Required work:
Every record below needs to be printed again exactly.

:::::

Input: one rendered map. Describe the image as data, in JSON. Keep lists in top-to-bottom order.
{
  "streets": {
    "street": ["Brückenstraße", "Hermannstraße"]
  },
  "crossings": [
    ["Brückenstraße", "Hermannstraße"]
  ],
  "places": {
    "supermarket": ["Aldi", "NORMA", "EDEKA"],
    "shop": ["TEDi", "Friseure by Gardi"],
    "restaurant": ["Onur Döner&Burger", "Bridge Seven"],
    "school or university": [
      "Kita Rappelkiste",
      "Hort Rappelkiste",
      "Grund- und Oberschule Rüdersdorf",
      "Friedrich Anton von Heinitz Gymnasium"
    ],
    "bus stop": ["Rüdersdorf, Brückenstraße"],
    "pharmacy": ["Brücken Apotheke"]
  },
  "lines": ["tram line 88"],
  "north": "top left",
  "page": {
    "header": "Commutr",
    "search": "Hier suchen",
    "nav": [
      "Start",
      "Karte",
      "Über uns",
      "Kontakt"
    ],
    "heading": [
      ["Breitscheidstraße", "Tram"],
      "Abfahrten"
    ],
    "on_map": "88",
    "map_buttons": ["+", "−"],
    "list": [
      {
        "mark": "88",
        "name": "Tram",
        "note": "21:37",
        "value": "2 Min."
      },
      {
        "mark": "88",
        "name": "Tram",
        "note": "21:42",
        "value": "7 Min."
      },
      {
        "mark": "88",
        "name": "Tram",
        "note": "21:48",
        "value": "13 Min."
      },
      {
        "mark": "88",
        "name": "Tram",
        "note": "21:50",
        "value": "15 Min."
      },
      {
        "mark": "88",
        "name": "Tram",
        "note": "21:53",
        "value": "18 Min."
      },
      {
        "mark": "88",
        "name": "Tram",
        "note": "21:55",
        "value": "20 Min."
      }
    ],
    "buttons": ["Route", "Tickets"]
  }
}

:::::

Output:
Input: one rendered map. Describe the image as data, in JSON. Keep lists in top-to-bottom order.
{
  "streets": {
    "street": ["Brückenstraße", "Hermannstraße"]
  },
  "crossings": [
    ["Brückenstraße", "Hermannstraße"]
  ],
  "places": {
    "supermarket": ["Aldi", "NORMA", "EDEKA"],
    "shop": ["TEDi", "Friseure by Gardi"],
    "restaurant": ["Onur Döner&Burger", "Bridge Seven"],
    "school or university": [
      "Kita Rappelkiste",
      "Hort Rappelkiste",
      "Grund- und Oberschule Rüdersdorf",
      "Friedrich Anton von Heinitz Gymnasium"
    ],
    "bus stop": ["Rüdersdorf, Brückenstraße"],
    "pharmacy": ["Brücken Apotheke"]
  },
  "lines": ["tram line 88"],
  "north": "top left",
  "page": {
    "header": "Commutr",
    "search": "Hier suchen",
    "nav": [
      "Start",
      "Karte",
      "Über uns",
      "Kontakt"
    ],
    "heading": [
      ["Breitscheidstraße", "Tram"],
      "Abfahrten"
    ],
    "on_map": "88",
    "map_buttons": ["+", "−"],
    "list": [
      {
        "mark": "88",
        "name": "Tram",
        "note": "21:37",
        "value": "2 Min."
      },
      {
        "mark": "88",
        "name": "Tram",
        "note": "21:42",
        "value": "7 Min."
      },
      {
        "mark": "88",
        "name": "Tram",
        "note": "21:48",
        "value": "13 Min."
      },
      {
        "mark": "88",
        "name": "Tram",
        "note": "21:50",
        "value": "15 Min."
      },
      {
        "mark": "88",
        "name": "Tram",
        "note": "21:53",
        "value": "18 Min."
      },
      {
        "mark": "88",
        "name": "Tram",
        "note": "21:55",
        "value": "20 Min."
      }
    ],
    "buttons": ["Route", "Tickets"]
  }
}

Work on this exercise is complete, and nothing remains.